Ruth Bader Ginsburg. A name almost everyone knows, a name cherished by the masses. Ruth Bader Ginsburg was a pioneer for women in the legal profession. After having to fight for a clerkship in the 1950’s, she went on to become a fierce advocate for women’s rights and gender equality. She co-founded the Women’s Rights project under the American Civil Liberties Union and after nearly three decades of work in the legal profession, part of which was spent serving for 13 years on the Court of Appeals for the District of Columbia Circuit, Bader Ginsburg was nominated to the Supreme Court by President Clinton. After a series of extraordinarily uncontroversial hearings, she was confirmed by the Senate with a vote of 96-3 and became the second woman to be sworn in as a Supreme Court justice. Her extensive time on the bench saw some of the most historic cases for America including The United States v. Virginia and Obergefell v. Hodges. The progress she was an integral part of has helped move the country forward.
In comparing the careers of Justice Ginsburg and Justice Barrett prior to their appointments to the Supreme Court, it is starkly evident that Barrett has dramatically less experience; less than three years as a Judge of the US Court of Appeals for the Seventh Circuit of Chicago, versus Ginsburg’s 13 years. Justice Ginsburg’s philosophy was based on creating equal and equitable opportunities for all Americans which was guided by her view of the Constitution.
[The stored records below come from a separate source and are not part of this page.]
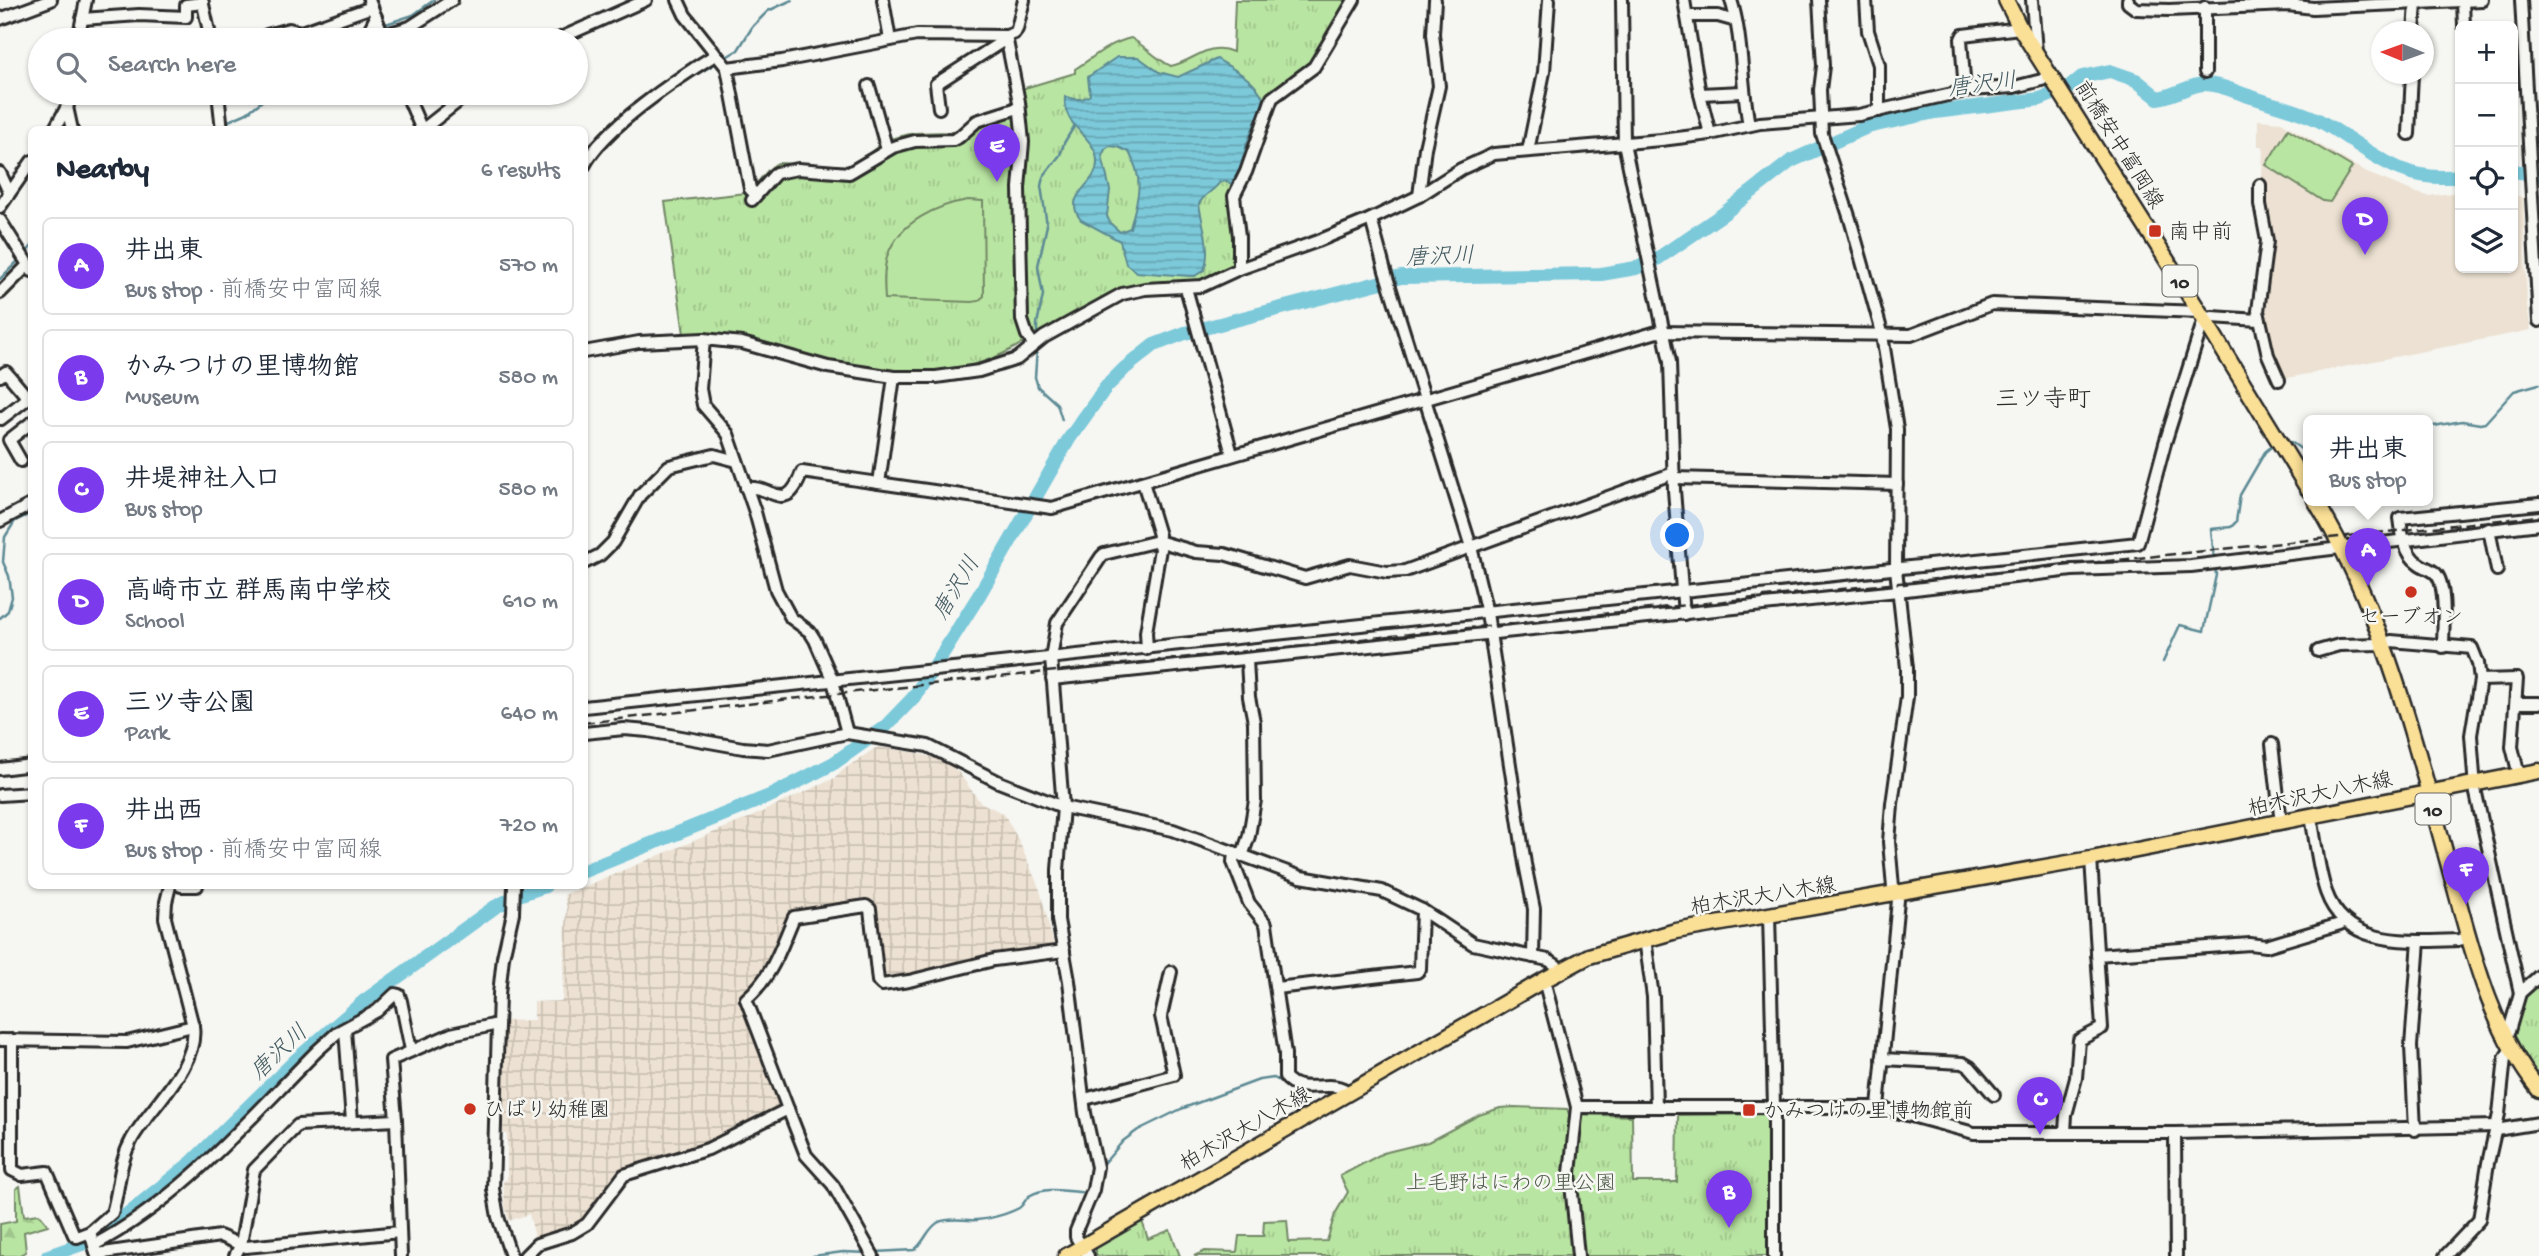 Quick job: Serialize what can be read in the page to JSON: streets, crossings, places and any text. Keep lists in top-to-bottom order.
{
  "streets": {
    "main road": ["前橋安中富岡線", "10", "柏木沢大八木線"]
  },
  "crossings": [
    ["10", "柏木沢大八木線"]
  ],
  "districts": ["三ツ寺町"],
  "water": ["唐沢川"],
  "parks": ["上毛野はにわの里公園"],
  "places": {
    "transit": ["南中前", "かみつけの里博物館前"],
    "other": ["セーブオン", "ひばり幼稚園"]
  },
  "north": "left",
  "page": {
    "map_buttons": ["+", "−"],
    "search": "Search here",
    "pins": [
      "E",
      "D",
      "A",
      "F",
      "C",
      "B"
    ],
    "heading": ["Nearby", "6 results"],
    "list": [
      {
        "mark": "A",
        "name": "井出東",
        "note": "Bus stop · 前橋安中富岡線",
        "value": "570 m"
      },
      {
        "mark": "B",
        "name": "かみつけの里博物館",
        "note": "Museum",
        "value": "580 m"
      },
      {
        "mark": "C",
        "name": "井堤神社入口",
        "note": "Bus stop",
        "value": "580 m"
      },
      {
        "mark": "D",
        "name": "高崎市立 群馬南中学校",
        "note": "School",
        "value": "610 m"
      },
      {
        "mark": "E",
        "name": "三ツ寺公園",
        "note": "Park",
        "value": "640 m"
      },
      {
        "mark": "F",
        "name": "井出西",
        "note": "Bus stop · 前橋安中富岡線",
        "value": "720 m"
      }
    ],
    "popup": ["井出東", "Bus stop"]
  }
}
Ginsburg stated, “Equality was the motivating idea, it was what the Declaration of Independence started with, but it couldn’t come into the original Constitution because of the the odious practice of slavery that was retained.” Ginsburg believed the idea of equality was the intention in the application of the laws of America. Justice Barrett however, during her nomination hearings, stated that “I interpret the constitution as a law, that I interpret its text as text, and I understand it to have the meaning that it had at the time people ratified it.” This left the impression that she perhaps does not view equality of underrepresented groups as passionately as the late Justice. In her recent confirmation hearings, she provided limited depth into her views on many landmark cases, such as Obergefell v. Hodges which legalized same-sex marriage. In deciding not to provide an emphatic level of detail, she left room for the viewers interpretation and forced them to rely on the few public references to her stances. For example, numerous media reported that Barrett signed an ad calling for an end to “the barbaric legacy of Roe v. Wade”, a 1973 landmark decision that provided women with the freedom to chose to have an abortion, without the intrusion of government regulations.
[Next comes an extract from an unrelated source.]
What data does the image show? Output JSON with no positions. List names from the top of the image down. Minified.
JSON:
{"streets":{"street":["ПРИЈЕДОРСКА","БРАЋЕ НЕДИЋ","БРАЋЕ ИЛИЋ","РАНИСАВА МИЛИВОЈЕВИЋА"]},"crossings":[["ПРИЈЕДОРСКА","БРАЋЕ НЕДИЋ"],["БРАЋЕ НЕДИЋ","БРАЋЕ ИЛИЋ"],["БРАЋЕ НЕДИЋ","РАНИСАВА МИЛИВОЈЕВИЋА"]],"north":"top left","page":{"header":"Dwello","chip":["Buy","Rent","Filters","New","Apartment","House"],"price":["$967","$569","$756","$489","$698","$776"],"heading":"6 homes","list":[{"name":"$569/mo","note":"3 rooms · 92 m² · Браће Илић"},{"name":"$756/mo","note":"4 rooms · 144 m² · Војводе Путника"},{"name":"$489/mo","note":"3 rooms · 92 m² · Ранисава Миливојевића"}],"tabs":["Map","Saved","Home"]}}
In contrast, it is clear that Coney Barrett is the ideological opposite of Justice Ginsburg who stated at her confirmation hearing in 1993, “It is essential to women’s equality with men that she be the decision-maker, that her choice be controlling. If you impose restraints that impede her choice, you are disadvantaging her because of her sex.”
An important case for American law and the LGBTQ+ community was Obergefell v. Hodges, the turning point in same-sex marriage rights when the Supreme Court ruled the ban of same-sex marrige at a state level was unconstitutional, violating the due process and equal protection clauses of the Fourteenth Amendmant. After this ruling, same-sex marriage was nationally legalized and recognized in the eyes of the law. Bader Ginsburg was steadfast in supporting the rights of the LGBTQ+ community and the freedom to marry who you love, regardless of sex or sexual orientation. She was pivotal in clearly demonstrating to her conservitive colleagues that the law as it relates to marriage had evolved significantly.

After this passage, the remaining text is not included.